新連載

スマホ時代到来(1) 〜今、大人が知っておきたいこと〜兵庫県立大学 准教授 竹内和雄

子どもとスマホの「今」

■携帯ショップで

子どもとスマホ 「お母さん、スマホ買って。ラインがないと友達とうまくやっていけないから……」

  「スマホなら無料通話使えるから、結局安いってみんな言ってる」

  「あ、フィルタリングはやめて。LINE、使えなかったら意味ない」

  これらは先日、私が携帯電話ショップにいたときに私の近くで交わされた母娘の会話である。

  子どもたちは異口同音にスマホの必要性を説き、母親は「そこまでいうなら買おうか」とほぼ、すべてがスマホを購入していった。

■危ない設定

  しかも聞いていると全員がパケ放題(パケット定額)で、フィルタリングを設定していない。

  先日、訪れた小学校4年生のクラスでは女子の過半数がスマホを持ち、全員でLINEを毎晩していた。

  スマホでLINEをすると、リアルタイムで言葉が画面に現れる。そこにかわいいスタンプが押されたりして、会話が盛り上がる。

  リアルタイムなだけに、いつ自分が登場するかわからないし、常に見ていないと話題がすぐに変わってしまう。

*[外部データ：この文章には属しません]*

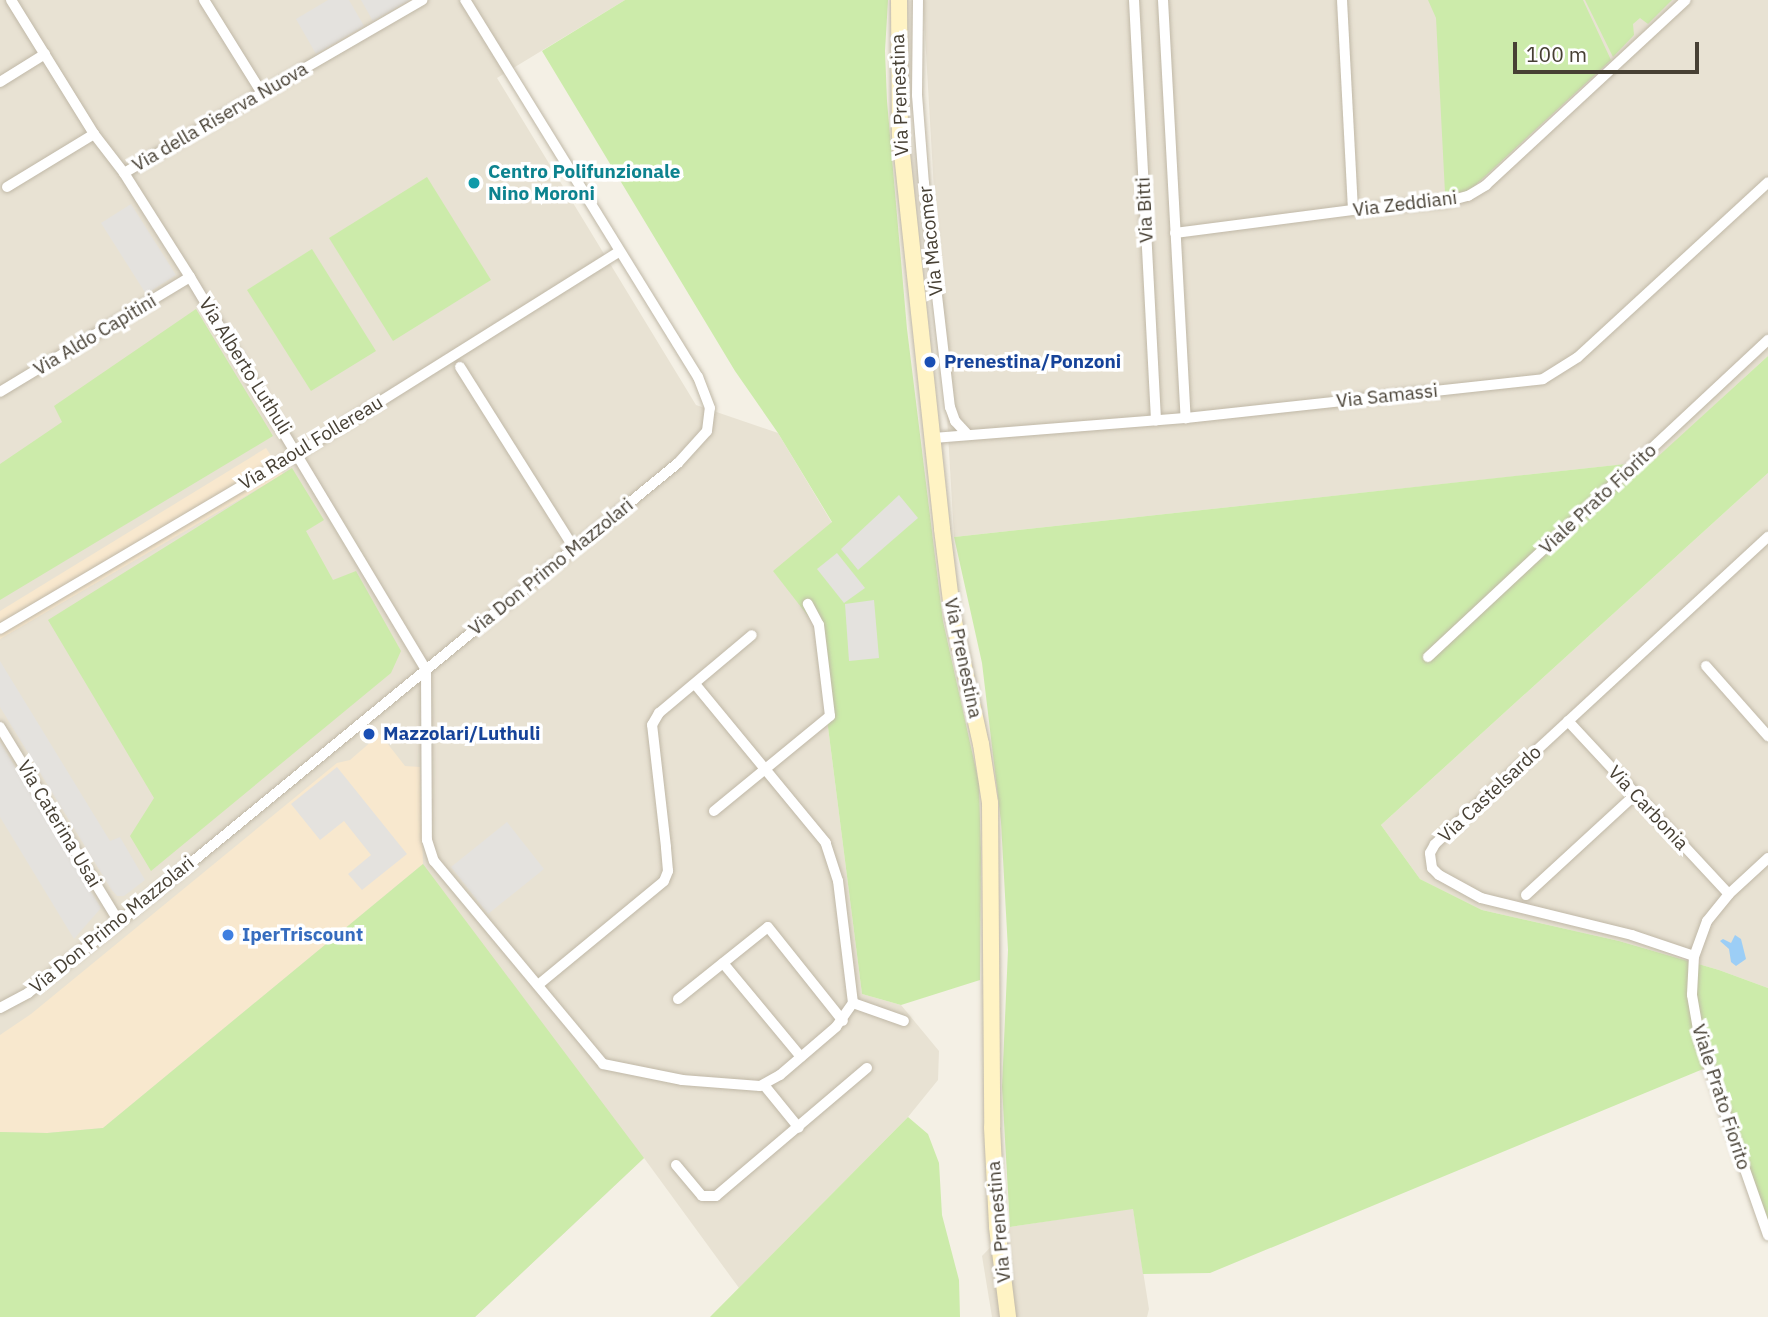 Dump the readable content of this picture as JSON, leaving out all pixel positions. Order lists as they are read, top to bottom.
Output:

食事中はもちろん、風呂でもずっと見ているという。

■スマホを常に

  テレビ観ながらでも横目で常に確認。もちろん、勉強中も。たいていの場合、布団の中でもずっと会話が続く。彼らに自分の時間はない。あるのは、「うちらの時間」。

  何時間触っていても、どれだけ動画を見ても同料金。親は使いすぎをチェックするすべがない。フィルタリングを設定するとそのままではLINEを見ることができないので、彼らは誰からも守られない大海原に一人で漕ぎ出している。非常に危険である。

  左のグラフは、私が昨年11月に大阪の小中学生2592人に取ったアンケートの集計結果である。

  一目見て一目瞭然だが、スマホ使用者は、睡眠時間が少なく、イライラしている。スマホが原因だとは言い切れないがスマホ使用者に何かが起こっているのは疑いようのない事実だろう。

  では一体、何がおこっているのだろうか。

■連載について

  これからしばらく、スマホと子どもたちについて連載する。

  筆者は、元中学校教員(途中小学校兼務)で、現在は教職を目指す学生を教える立場。総務省や文科省でスマホ関連の委員を務める傍ら、中高生徒会とスマホ問題を話し合ったり、インタビューやアンケート調査を頻繁に実施したりしている。

  そこから見える子どもたちの今、スマホという入り口から見える子どもたちの姿を伝えたい。